* Problem to solve
Report each line of the entries that contains the word "rotate", copied in full.

---------- Supplied material ----------

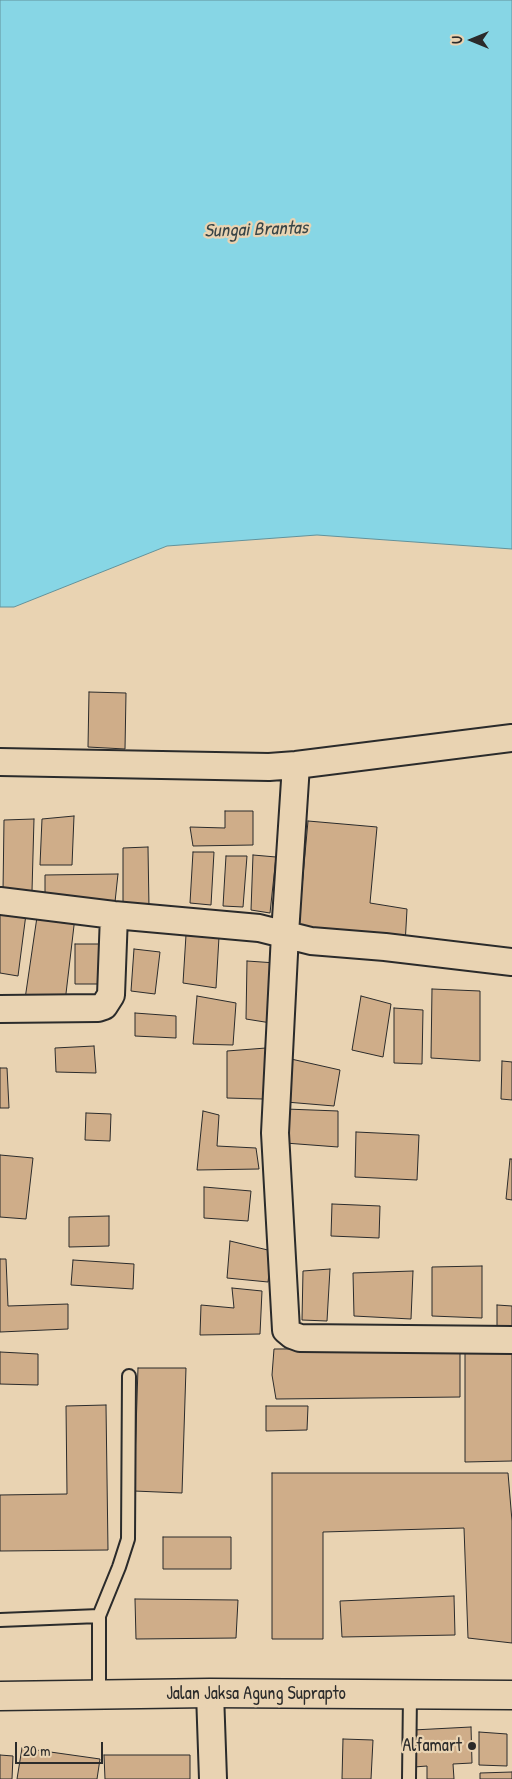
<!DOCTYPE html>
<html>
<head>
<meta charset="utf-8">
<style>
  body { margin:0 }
  #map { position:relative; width:512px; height:1779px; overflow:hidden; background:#e9d3b2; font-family:"Patrick Hand",sans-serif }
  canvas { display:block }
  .north { position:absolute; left:447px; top:15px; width:50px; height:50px; -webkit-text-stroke:4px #e9d3b2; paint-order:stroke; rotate:270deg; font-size:14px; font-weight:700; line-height:20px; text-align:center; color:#2b2b2b }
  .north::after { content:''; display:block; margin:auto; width:18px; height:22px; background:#2b2b2b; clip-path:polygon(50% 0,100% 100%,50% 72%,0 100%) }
  .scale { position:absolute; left:15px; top:1742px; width:88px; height:22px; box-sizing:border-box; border:2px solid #2b2b2b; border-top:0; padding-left:6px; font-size:15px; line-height:18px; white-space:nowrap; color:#2b2b2b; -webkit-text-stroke:4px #e9d3b2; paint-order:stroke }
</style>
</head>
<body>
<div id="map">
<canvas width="512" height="1779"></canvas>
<div class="north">U</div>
<div class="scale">20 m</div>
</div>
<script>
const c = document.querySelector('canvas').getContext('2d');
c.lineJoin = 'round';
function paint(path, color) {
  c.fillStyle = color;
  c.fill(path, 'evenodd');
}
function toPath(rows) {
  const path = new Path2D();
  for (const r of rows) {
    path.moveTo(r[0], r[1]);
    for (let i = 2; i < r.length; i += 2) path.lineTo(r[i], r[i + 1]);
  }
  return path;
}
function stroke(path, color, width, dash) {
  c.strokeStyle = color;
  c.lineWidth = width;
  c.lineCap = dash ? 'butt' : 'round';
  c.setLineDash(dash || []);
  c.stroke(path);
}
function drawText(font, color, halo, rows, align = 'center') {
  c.font = font + ' "Patrick Hand",sans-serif';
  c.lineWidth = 4.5;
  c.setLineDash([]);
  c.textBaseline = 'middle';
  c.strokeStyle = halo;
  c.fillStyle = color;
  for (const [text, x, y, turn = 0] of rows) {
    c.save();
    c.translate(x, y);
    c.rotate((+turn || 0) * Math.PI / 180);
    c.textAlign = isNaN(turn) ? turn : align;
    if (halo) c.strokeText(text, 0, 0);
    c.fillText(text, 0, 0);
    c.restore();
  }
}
const water = toPath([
  [0,0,512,0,512,549,317,535,167,546,14,607,0,607,0,0]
]);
paint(water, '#87d6e5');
stroke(water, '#62929b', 1);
const building = toPath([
  [89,692,126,693,125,749,88,747,89,692],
  [225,811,253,811,253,845,193,846,190,827,225,828,225,811],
  [74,816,72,865,40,865,42,819,74,816],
  [34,819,32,891,3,891,4,820,34,819],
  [308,821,377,827,370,903,407,909,405,945,298,931,308,821],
  [148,847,149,908,123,908,123,848,148,847],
  [193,852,214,852,211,905,190,903,193,852],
  [253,855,276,857,270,913,251,910,253,855],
  [226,856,247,856,243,907,223,906,226,856],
  [118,874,115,902,45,899,45,875,118,874],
  [0,910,26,914,18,976,0,973,0,910],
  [37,917,75,917,65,1002,25,999,37,917],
  [186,935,219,937,216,988,183,983,186,935],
  [75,944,104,944,105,984,75,984,75,944],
  [134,949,160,952,155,994,131,991,134,949],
  [247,961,276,963,271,1023,246,1019,247,961],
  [432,989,480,991,480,1061,431,1058,432,989],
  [197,996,236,1003,233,1045,193,1044,197,996],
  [361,996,391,1004,383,1057,352,1050,361,996],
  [394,1008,423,1010,422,1064,394,1063,394,1008],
  [135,1013,176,1016,176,1038,135,1036,135,1013],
  [94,1046,96,1073,56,1072,55,1048,94,1046],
  [266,1048,263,1099,227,1098,227,1051,266,1048],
  [291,1059,340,1070,334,1106,286,1102,291,1059],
  [502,1061,512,1062,512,1100,501,1099,502,1061],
  [0,1068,7,1068,9,1108,0,1108,0,1068],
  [286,1109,338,1111,338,1147,285,1143,286,1109],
  [203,1111,219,1115,217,1146,256,1148,259,1169,197,1170,203,1111],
  [86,1113,111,1114,110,1141,85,1140,86,1113],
  [356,1132,419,1135,417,1180,355,1177,356,1132],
  [0,1155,33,1158,26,1219,0,1217,0,1155],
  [510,1159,512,1159,512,1200,506,1199,510,1159],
  [204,1187,251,1191,248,1221,204,1218,204,1187],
  [332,1204,380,1206,379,1238,331,1236,332,1204],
  [109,1216,109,1246,69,1247,69,1217,109,1216],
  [230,1241,272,1251,268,1282,227,1278,230,1241],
  [0,1259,6,1259,8,1306,68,1304,68,1329,0,1332,0,1259],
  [73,1260,134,1264,133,1289,71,1285,73,1260],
  [482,1266,482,1318,432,1316,432,1267,482,1266],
  [330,1269,327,1321,302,1320,303,1271,330,1269],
  [413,1271,411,1319,354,1316,353,1273,413,1271],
  [232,1288,262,1291,260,1334,200,1335,201,1305,234,1308,232,1288],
  [497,1305,512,1306,512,1329,497,1328,497,1305],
  [460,1348,460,1397,276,1399,272,1375,274,1349,460,1348],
  [512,1350,512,1461,465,1462,465,1351,512,1350],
  [0,1352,38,1354,38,1385,0,1384,0,1352],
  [138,1368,186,1368,182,1493,134,1491,138,1368],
  [106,1405,108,1550,0,1551,0,1495,67,1494,66,1406,106,1405],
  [266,1406,308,1406,307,1430,266,1431,266,1406],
  [272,1473,508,1473,512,1521,512,1643,468,1638,464,1528,323,1532,323,1639,272,1639,272,1473],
  [163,1537,231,1537,231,1569,163,1569,163,1537],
  [454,1596,455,1635,342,1637,340,1601,454,1596],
  [135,1599,238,1600,236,1638,136,1639,135,1599],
  [471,1727,472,1763,453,1764,454,1779,427,1779,427,1766,414,1767,413,1730,471,1727],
  [479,1732,507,1734,507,1766,479,1765,479,1732],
  [343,1739,373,1740,371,1779,342,1779,343,1739],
  [22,1748,100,1759,97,1779,17,1779,22,1748],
  [0,1755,13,1756,12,1779,0,1779,0,1755],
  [104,1755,190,1755,190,1779,105,1779,104,1755],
  [512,1772,512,1779,480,1779,480,1773,512,1772]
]);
paint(building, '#cfad89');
stroke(building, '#2b2b2b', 1);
const service = toPath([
  [99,1616,119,1567,128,1539,129,1376],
  [0,1620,99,1616,99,1694],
  [409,1779,410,1695]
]);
const minor = toPath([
  [0,762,269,767,296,765,512,738],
  [296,765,285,934,275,1133,286,1330,292,1335,300,1338,512,1340],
  [0,901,114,915,259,928,311,941,385,947,512,962],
  [0,1009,98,1008,104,1006,111,995,114,915],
  [210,1693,213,1779]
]);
const secondary = toPath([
  [0,1696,210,1693,512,1695]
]);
stroke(service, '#2b2b2b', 16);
stroke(minor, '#2b2b2b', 30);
stroke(secondary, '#2b2b2b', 31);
stroke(service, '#e9d3b2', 12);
stroke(minor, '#e9d3b2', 26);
stroke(secondary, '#e9d3b2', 28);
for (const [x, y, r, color] of [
  [472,1746,5,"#2b2b2b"]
]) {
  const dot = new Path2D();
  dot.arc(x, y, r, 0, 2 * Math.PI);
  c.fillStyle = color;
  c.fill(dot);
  stroke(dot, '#e9d3b2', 2);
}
drawText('18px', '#2b2b2b', '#e9d3b2', [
  ["Jalan Jaksa Agung Suprapto",256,1694]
]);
drawText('18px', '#2b2b2b', '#e9d3b2', [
  ["Alfamart",462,1746]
], 'right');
drawText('italic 19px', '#394547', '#e9d3b2', [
  ["Sungai Brantas",256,230,-2]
]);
</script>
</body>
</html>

----------

* Response to the exercise
  .north { position:absolute; left:447px; top:15px; width:50px; height:50px; -webkit-text-stroke:4px #e9d3b2; paint-order:stroke; rotate:270deg; font-size:14px; font-weight:700; line-height:20px; text-align:center; color:#2b2b2b }
    c.rotate((+turn || 0) * Math.PI / 180);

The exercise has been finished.